• Description of the task: Where a line in the listing contains the string "aside", copy that line out.

• Data in this exercise:
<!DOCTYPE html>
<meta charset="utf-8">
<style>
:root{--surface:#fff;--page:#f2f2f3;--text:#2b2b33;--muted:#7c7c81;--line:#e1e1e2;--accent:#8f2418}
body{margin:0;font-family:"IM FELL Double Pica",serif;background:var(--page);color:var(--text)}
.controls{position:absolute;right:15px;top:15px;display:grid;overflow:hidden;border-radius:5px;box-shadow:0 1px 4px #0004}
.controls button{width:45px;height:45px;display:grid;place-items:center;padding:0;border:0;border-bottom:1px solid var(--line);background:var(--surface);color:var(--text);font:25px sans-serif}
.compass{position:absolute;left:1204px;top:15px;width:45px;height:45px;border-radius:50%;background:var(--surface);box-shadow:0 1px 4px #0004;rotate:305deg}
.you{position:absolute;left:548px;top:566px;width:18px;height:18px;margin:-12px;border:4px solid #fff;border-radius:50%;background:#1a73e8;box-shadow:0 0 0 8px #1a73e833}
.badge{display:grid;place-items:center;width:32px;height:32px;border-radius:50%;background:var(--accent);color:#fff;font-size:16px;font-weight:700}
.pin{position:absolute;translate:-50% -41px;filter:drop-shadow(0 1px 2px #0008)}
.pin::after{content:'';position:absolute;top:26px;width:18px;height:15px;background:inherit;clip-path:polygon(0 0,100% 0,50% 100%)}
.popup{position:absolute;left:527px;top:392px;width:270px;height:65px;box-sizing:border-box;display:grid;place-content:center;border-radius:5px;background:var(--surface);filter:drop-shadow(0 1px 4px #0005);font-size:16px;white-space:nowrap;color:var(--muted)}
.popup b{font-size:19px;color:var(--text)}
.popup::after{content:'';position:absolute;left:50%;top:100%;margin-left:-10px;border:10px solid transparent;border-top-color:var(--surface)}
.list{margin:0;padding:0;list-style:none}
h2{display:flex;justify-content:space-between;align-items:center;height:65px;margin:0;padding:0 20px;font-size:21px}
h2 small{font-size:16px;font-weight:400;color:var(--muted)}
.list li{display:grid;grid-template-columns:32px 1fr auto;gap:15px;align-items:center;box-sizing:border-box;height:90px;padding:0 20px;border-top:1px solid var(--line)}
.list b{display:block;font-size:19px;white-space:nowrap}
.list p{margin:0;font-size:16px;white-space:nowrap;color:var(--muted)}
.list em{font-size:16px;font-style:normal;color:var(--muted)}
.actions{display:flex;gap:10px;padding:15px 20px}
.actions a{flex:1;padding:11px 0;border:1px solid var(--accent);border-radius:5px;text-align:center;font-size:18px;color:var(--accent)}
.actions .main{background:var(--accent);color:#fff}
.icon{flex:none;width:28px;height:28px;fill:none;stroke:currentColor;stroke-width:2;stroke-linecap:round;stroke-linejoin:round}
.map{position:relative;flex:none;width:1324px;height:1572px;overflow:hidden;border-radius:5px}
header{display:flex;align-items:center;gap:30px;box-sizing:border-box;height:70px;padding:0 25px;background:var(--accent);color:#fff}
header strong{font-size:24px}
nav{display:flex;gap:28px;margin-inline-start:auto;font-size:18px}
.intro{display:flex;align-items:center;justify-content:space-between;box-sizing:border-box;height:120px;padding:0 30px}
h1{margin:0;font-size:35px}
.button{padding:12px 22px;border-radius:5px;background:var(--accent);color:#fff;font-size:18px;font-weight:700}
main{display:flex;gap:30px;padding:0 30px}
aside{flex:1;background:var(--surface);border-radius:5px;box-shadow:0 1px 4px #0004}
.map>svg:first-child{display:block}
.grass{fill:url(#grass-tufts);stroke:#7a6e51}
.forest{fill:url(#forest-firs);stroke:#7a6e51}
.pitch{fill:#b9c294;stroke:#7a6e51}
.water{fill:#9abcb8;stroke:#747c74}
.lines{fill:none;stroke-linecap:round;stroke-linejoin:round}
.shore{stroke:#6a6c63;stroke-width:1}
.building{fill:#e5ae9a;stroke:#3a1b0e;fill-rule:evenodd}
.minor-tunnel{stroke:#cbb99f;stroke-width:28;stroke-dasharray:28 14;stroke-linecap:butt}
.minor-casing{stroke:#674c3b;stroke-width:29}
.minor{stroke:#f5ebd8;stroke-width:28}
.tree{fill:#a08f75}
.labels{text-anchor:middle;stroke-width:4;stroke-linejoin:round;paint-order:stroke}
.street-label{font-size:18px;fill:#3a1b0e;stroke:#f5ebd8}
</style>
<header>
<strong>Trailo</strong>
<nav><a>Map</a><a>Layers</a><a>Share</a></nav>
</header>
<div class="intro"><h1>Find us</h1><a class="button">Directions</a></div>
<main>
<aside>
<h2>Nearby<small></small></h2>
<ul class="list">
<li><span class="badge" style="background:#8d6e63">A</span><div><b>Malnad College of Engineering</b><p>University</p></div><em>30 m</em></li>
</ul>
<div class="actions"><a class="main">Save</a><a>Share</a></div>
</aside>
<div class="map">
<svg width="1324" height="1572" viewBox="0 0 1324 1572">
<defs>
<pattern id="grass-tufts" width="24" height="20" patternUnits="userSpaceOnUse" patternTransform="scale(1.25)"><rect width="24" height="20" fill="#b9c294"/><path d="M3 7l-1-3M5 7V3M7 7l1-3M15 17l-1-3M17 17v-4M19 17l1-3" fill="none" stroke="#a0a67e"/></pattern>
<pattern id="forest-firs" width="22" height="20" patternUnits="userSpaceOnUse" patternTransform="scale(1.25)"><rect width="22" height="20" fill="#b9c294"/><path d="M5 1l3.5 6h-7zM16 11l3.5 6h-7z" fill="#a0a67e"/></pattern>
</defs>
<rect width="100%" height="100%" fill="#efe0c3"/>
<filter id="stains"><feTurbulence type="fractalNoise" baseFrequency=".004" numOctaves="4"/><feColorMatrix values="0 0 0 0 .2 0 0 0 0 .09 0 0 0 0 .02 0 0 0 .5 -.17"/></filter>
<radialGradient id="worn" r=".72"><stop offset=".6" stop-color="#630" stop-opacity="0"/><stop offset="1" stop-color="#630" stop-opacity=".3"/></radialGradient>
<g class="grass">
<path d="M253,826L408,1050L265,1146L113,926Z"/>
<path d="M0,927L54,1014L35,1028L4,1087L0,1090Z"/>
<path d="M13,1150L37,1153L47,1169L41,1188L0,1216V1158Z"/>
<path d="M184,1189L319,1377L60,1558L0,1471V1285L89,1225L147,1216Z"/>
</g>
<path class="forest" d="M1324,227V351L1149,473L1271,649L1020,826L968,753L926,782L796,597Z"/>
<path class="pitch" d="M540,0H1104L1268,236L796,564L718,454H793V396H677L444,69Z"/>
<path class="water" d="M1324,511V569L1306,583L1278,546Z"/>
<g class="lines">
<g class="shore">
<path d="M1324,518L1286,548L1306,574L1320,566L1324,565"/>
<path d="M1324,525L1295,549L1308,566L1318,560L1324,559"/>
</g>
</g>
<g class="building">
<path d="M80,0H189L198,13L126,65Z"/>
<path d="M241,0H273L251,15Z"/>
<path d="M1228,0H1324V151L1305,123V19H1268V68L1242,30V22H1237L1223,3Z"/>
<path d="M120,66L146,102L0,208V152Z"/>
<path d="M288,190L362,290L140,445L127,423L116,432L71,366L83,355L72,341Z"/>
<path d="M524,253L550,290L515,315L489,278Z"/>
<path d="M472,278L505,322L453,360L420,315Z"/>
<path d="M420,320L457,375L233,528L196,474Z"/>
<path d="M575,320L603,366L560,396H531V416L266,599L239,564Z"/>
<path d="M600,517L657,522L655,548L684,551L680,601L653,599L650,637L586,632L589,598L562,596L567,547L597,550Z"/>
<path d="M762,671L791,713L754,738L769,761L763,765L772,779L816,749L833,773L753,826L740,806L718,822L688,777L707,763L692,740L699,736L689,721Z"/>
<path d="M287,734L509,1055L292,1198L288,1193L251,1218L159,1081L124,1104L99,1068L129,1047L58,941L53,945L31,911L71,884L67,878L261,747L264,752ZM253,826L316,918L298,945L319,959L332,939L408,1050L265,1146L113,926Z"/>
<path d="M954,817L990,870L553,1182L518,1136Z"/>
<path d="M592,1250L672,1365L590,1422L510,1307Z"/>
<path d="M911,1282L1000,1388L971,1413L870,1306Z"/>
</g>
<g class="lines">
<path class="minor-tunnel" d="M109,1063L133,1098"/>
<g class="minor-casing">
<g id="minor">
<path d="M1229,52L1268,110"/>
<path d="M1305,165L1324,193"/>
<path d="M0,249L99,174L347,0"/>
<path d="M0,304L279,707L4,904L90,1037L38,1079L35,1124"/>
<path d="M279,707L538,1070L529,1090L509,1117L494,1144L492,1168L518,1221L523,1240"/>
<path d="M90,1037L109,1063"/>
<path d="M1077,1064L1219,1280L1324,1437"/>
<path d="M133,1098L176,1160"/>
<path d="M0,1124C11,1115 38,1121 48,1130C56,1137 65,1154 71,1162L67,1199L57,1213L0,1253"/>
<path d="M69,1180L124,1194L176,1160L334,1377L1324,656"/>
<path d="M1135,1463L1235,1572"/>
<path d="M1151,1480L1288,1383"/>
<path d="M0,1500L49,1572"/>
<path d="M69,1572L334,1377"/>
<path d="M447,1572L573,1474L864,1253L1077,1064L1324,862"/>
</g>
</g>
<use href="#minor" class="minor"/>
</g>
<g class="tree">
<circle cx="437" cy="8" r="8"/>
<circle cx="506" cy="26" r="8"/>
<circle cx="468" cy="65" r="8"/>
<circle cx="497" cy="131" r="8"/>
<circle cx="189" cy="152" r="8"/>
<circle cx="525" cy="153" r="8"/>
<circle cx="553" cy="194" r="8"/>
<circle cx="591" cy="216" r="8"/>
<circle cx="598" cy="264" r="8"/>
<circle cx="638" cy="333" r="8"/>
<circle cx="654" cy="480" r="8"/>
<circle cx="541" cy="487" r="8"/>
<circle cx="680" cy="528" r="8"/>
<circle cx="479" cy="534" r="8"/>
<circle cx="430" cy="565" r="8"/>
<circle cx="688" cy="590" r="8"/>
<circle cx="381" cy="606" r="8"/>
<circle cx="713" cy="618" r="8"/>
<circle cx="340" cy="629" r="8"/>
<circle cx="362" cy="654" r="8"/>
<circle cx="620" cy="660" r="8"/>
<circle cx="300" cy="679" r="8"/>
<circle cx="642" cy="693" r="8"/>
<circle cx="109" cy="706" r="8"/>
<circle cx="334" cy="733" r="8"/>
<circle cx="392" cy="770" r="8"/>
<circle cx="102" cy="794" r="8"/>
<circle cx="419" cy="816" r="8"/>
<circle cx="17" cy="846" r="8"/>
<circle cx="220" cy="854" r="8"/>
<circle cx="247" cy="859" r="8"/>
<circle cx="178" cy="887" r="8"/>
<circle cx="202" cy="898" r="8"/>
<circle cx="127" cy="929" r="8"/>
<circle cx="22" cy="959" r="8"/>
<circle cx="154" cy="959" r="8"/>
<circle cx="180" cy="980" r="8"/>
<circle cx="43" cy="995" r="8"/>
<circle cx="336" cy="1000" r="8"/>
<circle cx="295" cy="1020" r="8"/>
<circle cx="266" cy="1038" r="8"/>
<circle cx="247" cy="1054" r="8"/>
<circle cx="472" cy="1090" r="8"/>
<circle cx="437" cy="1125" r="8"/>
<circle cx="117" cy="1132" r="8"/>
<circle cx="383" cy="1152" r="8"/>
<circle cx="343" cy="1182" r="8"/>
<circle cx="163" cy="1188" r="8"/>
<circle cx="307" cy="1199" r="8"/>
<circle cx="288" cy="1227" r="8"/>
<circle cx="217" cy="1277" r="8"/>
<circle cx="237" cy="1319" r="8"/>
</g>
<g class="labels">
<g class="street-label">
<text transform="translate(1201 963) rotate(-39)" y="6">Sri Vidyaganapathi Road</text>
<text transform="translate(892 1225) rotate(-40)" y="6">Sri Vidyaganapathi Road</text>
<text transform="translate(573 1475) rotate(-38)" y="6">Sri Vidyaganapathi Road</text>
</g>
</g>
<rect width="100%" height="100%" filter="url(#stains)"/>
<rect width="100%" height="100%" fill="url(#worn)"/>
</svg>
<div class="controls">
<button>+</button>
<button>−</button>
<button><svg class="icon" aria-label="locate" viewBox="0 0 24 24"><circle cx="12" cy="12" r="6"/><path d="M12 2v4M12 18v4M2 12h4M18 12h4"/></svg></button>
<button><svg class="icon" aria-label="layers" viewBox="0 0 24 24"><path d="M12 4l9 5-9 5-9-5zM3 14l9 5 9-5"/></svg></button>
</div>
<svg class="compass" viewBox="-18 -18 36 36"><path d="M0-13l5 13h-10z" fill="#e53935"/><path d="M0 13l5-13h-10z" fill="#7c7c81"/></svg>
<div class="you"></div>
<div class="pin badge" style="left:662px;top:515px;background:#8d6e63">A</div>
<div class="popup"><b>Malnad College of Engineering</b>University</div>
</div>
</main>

• Written answer:
aside{flex:1;background:var(--surface);border-radius:5px;box-shadow:0 1px 4px #0004}
<aside>
</aside>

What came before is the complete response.